Why CalcWise is #1 for Stock Averaging
See how we stack up against other calculators in the market
| Feature |
👑
CalcWise
|
Groww Calculator | ET Markets Tool | MoneyControl Calc | Generic Calculators |
|---|---|---|---|---|---|
| Unlimited Transactions |
✅
Add 10+ transactions |
⚠️
Max 5 only |
⚠️
Max 4 only |
❌
Fixed 2-3 |
❌
Usually 2-3 |
| Brokerage & STT Support |
✅
India-specific fees |
❌
Not available |
❌
Not available |
⚠️
Basic only |
❌
Not included |
| Real Indian Examples |
✅
3 detailed case studies |
❌
No examples |
❌
No examples |
⚠️
Generic only |
❌
None |
| Comparison Tool (Avg vs Lump Sum) |
✅
3 market scenarios |
❌
Not available |
❌
Not available |
❌
Not available |
❌
Never seen |
| Expert Pro Tips |
✅
5 actionable strategies |
⚠️
Basic tips only |
❌
No tips |
⚠️
1-2 generic tips |
❌
None |
| Mobile Responsive |
✅
Fully optimized |
✅
Good |
⚠️
Partial |
✅
Good |
⚠️
Varies |
| Real-Time Calculations |
✅
Instant updates |
✅
Yes |
⚠️
Button click needed |
✅
Yes |
⚠️
Mixed |
| SIP & Mutual Fund Support |
✅
Units & NAV ready |
⚠️
Stocks focused |
❌
Stocks only |
⚠️
Limited |
❌
Usually no |
| User Testimonials |
✅
Real user reviews |
❌
Not shown |
❌
Not shown |
❌
Not shown |
❌
Rare |
| Educational Content |
✅
Comprehensive guide |
⚠️
Basic info |
⚠️
Minimal |
⚠️
Some articles |
❌
Rarely |
| No Registration Required |
✅
100% free access |
⚠️
Login for features |
⚠️
Subscription needed |
⚠️
Premium features |
✅
Usually free |
| Speed & Performance |
✅
Lightning fast |
✅
Fast |
⚠️
Can be slow |
⚠️
Ad-heavy, slower |
⚠️
Varies |
| Overall Rating |
⭐⭐⭐⭐⭐
99/100
|
⭐⭐⭐⭐
78/100 |
⭐⭐⭐
65/100 |
⭐⭐⭐
68/100 |
⭐⭐
52/100 |
Most Comprehensive
Only calculator with real examples, pro tips, comparison tool, and unlimited transactions – all in one place!
India-Specific
Built for Indian investors with STT, brokerage support, and examples from NSE/BSE stocks. Not a generic port!
100% Free Forever
No hidden costs, no premium features, no registration walls. Full access to all features, always free!
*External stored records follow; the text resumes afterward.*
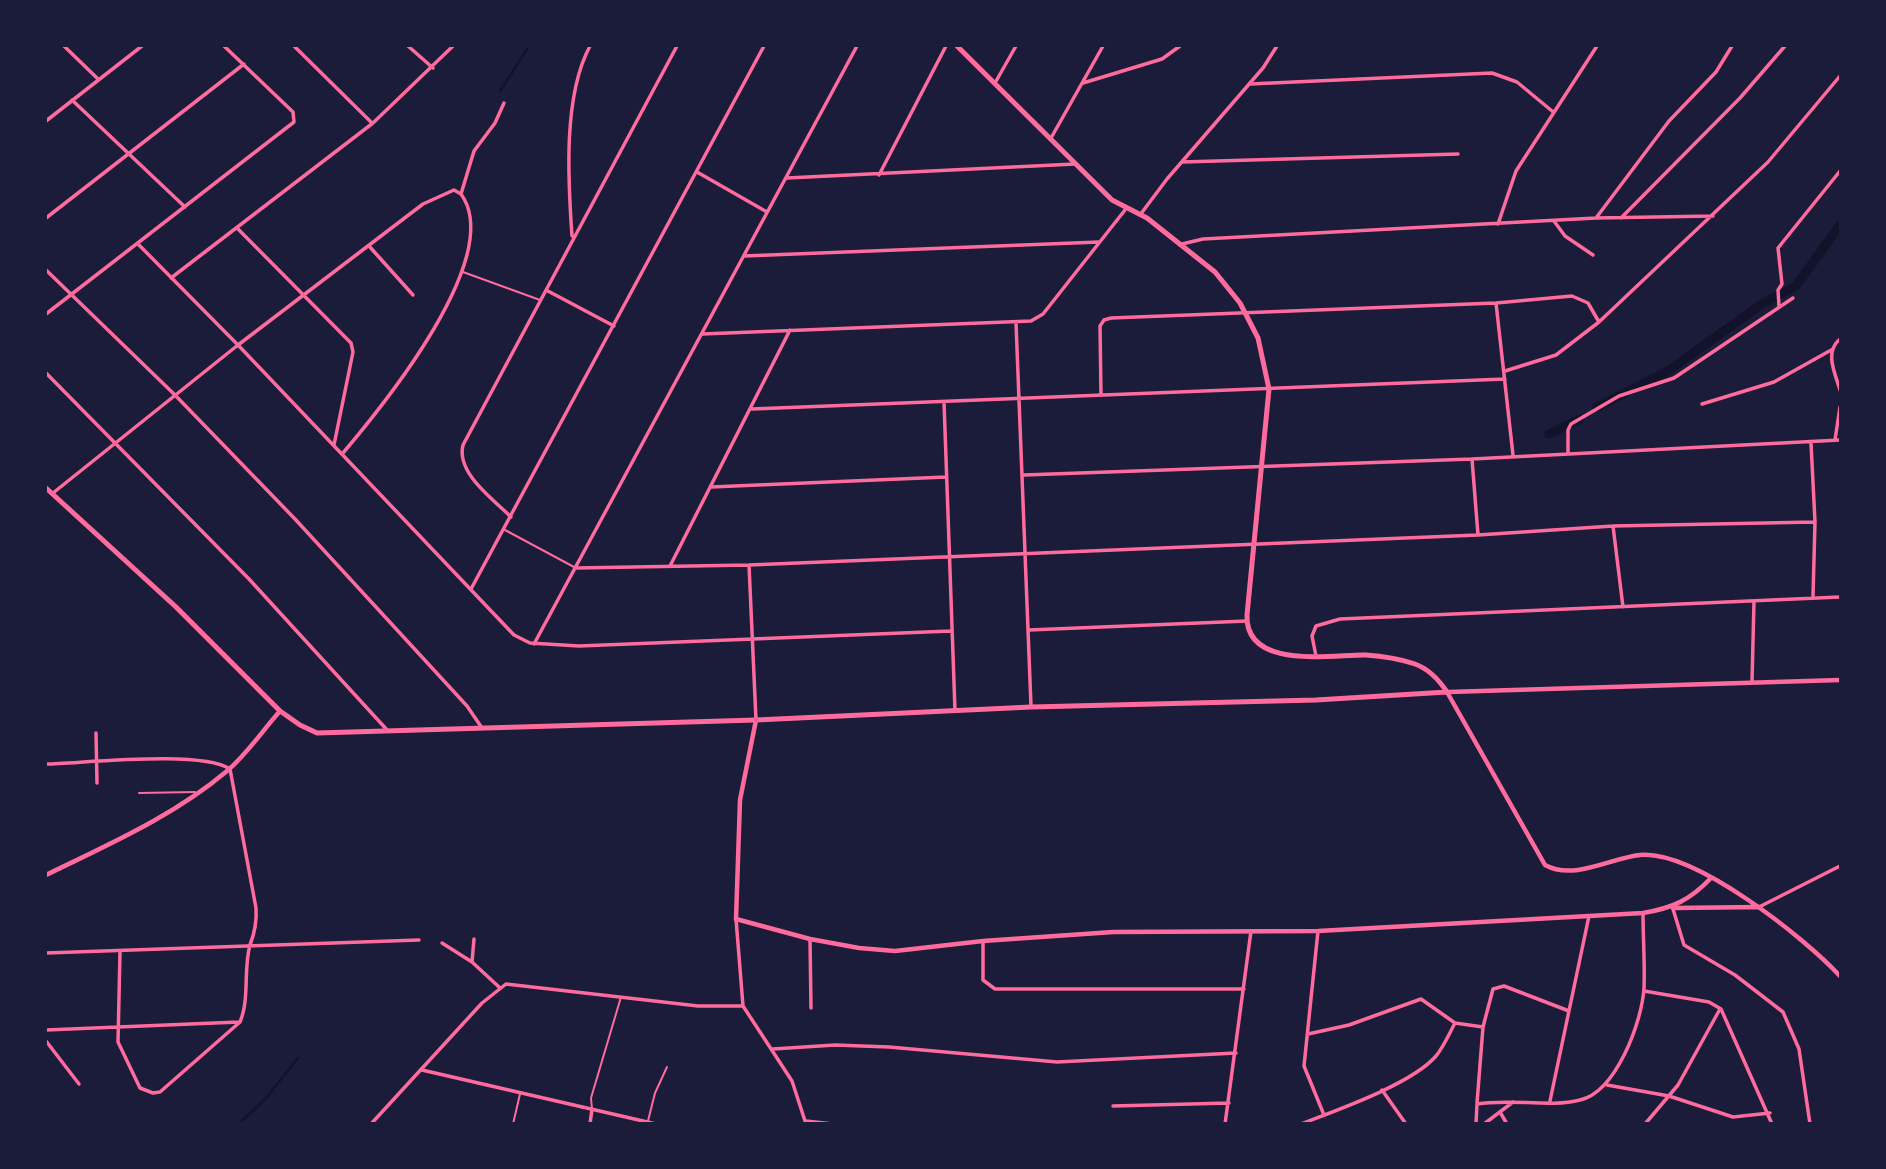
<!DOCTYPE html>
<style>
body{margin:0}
#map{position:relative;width:1886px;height:1169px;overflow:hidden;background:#1b1b3a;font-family:Georgia,serif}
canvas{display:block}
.frame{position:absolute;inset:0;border:47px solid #1b1b3a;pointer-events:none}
</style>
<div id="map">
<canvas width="1886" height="1169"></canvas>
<div class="frame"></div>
</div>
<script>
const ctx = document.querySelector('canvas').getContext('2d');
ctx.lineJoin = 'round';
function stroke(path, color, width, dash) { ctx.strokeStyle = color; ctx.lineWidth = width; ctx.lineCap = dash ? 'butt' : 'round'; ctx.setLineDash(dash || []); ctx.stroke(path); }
const stream = new Path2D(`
 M500,91L529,46
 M239,1124L266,1098L298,1058`);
const canal = new Path2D(`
 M1597,407L1668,371L1762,304L1796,286L1840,225
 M1549,434L1580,419`);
const service = new Path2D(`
 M463,272L540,300
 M505,530L574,567
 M139,793L195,792
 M592,1109L591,1098L621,997
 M648,1121L655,1093L667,1067
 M513,1124L520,1094`);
const minor = new Path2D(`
 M64,46L98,79
 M294,46L372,123
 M408,46L433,68
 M995,83L1016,46
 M1083,83L1162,59L1180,46
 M1250,84L1492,73L1517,82L1552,111
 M72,100L185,207
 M46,121L142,46
 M1051,138L1103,46
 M1182,162L1458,154
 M697,172L767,212
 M879,175L946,46
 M787,178L1075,164
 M1140,215L1167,179L1263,68L1277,46
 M46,218L244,64
 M1596,218L1669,121L1716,72L1732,46
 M1621,218L1740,98L1785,46
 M1554,221L1565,236L1593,255
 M1498,224L1516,171L1597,46
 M237,228L351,343L353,352L334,445
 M572,236C568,180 563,96 590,46
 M138,244L238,345L514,635L530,643L579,646L951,631
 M1182,244L1203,239L1596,218L1713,216
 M369,246L413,295
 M744,256L1099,242
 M46,270L175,395L295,519L467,706L482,728
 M171,278L373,123L453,46
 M546,290L614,326
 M1496,303L1513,455
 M1779,306L1778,290L1782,284L1778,248L1840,171
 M46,314L294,122L293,112L224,46
 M1016,323L1031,706
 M702,334L1031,321L1043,314L1125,210
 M1840,339C1824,352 1835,373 1840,390
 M1505,371L1556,355L1599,322L1768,162L1840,76
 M46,373L249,579L388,731
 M1101,395L1100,326L1104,320L1111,318L1496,303L1572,296L1588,303L1599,322
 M944,402L955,711
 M1702,404L1774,382L1833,349
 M752,409L1505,379
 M1835,440L1840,407
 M1811,443L1815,522L1813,596
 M1568,452V430L1571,424L1619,396L1674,378L1793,298
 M343,453C382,407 506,256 461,194L474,151L495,123L504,103
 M1472,459L1478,535
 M1024,475L1472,459L1840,440
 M711,487L946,477
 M53,493L238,345L423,204L454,190L461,194
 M511,517C493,499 456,473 463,445L677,46
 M1613,526L1623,607
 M749,565L756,720
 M670,566L790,330
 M575,568L749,565L1478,535L1613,526L1815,522
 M471,589L764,46
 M1029,630L1247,621
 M534,644L857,46
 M1316,656L1312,636L1316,626L1340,619L1840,597
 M1752,682L1754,601
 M96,733L97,783
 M46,764C86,763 201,750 230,769L256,908C257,922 255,932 250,945C243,970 250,998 240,1022L160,1092L153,1093L140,1088L118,1042L120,952
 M1759,907L1840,866
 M1673,909L1684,945L1735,975L1783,1012L1799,1049L1810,1124
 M736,919L743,1006L792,1081L806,1124
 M1318,931L1304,1066L1324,1115
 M810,939L811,1008
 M983,941V980L995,989H1244
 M442,943L472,962L499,987
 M46,953L419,940
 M472,962L474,939
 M1644,991L1709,1002L1721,1009L1772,1124
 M46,1030L239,1022
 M1308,1034L1349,1025L1421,999L1455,1023L1483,1027
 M46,1041L79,1084
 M773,1049L835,1045L889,1047L1057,1062L1236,1053
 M422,1070L656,1124
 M1607,1085L1669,1096L1733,1117L1770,1113
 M1382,1090L1406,1124
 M1550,1101L1589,916
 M1477,1103L1483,1027L1493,989L1504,986L1569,1011
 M1113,1106L1229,1103
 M1500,1112L1507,1124
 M806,1121L833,1124
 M371,1124L482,1003L506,984L698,1006H743
 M590,1124L592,1109
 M1225,1124L1251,931
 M1301,1124C1337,1110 1412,1084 1436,1056C1444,1046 1449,1034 1455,1023
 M1476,1124L1477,1104C1511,1098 1549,1108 1580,1100C1616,1092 1642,1022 1644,988C1645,963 1643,938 1643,913
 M1484,1124L1513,1102
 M1645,1124L1678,1085L1720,1009`);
const tertiary = new Path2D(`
 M1447,692L1545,865C1574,881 1610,858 1640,855C1694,850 1804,937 1840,976
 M1448,692L1840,680
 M756,720L740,800L736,919L810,939L859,948L895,951L983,941L1113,932L1318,931L1643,913C1673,908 1690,900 1711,878
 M46,875C107,845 174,816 227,771C247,754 263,730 280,711
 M1673,908L1759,907`);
const secondary = new Path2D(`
 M957,46L1112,200L1147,218L1215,272L1240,303L1258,338L1269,389L1247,615C1245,671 1334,654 1366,655C1382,656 1400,659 1415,664C1429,669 1439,680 1447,692
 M46,488L176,607L280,711L300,725L317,733L756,720L1031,707L1316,700L1447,692`);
stroke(stream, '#12122b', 2.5);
stroke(canal, '#12122b', 9);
stroke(service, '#ff6b9d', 2);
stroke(minor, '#ff6b9d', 3.5);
stroke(tertiary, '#ff6b9d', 4.5);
stroke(secondary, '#ff6b9d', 5);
</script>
🏆 Trusted by 52,847+ Indian Traders & Investors
Join thousands who switched from other calculators to CalcWise for accurate, comprehensive stock averaging
Disclaimer: Comparison based on publicly available features as of October 2025. Competitor names used for educational purposes only. We encourage users to try multiple calculators and choose what works best for them. Our goal is to provide the most comprehensive, accurate, and user-friendly tool possible.